Collected data entries:
────────────────────────────────────────
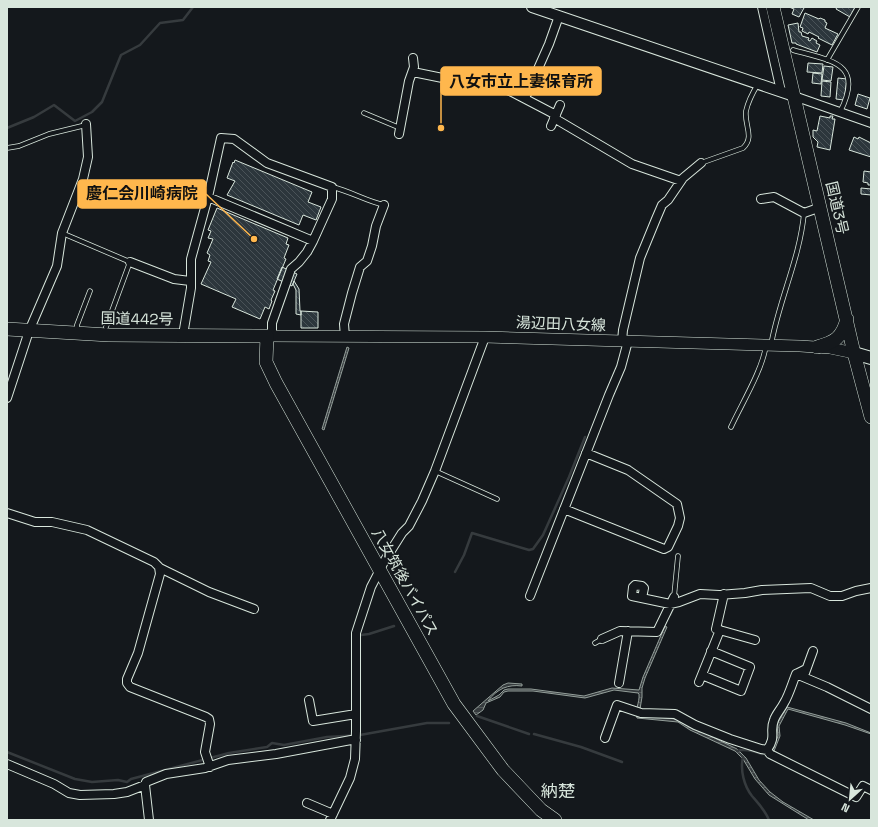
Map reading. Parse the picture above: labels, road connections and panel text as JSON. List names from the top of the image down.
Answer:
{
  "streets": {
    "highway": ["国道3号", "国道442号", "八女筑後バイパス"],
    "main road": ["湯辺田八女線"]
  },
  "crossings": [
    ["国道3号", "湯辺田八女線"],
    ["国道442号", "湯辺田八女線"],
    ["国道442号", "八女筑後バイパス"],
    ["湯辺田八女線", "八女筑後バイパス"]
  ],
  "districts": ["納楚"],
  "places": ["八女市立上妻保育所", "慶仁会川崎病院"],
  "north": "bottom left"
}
────────────────────────────────────────
- [Task description] All the records above need to be given again word for word. Skip the pictures.

- [Written answer]
Map reading. Parse the picture above: labels, road connections and panel text as JSON. List names from the top of the image down.
Answer:
{
  "streets": {
    "highway": ["国道3号", "国道442号", "八女筑後バイパス"],
    "main road": ["湯辺田八女線"]
  },
  "crossings": [
    ["国道3号", "湯辺田八女線"],
    ["国道442号", "湯辺田八女線"],
    ["国道442号", "八女筑後バイパス"],
    ["湯辺田八女線", "八女筑後バイパス"]
  ],
  "districts": ["納楚"],
  "places": ["八女市立上妻保育所", "慶仁会川崎病院"],
  "north": "bottom left"
}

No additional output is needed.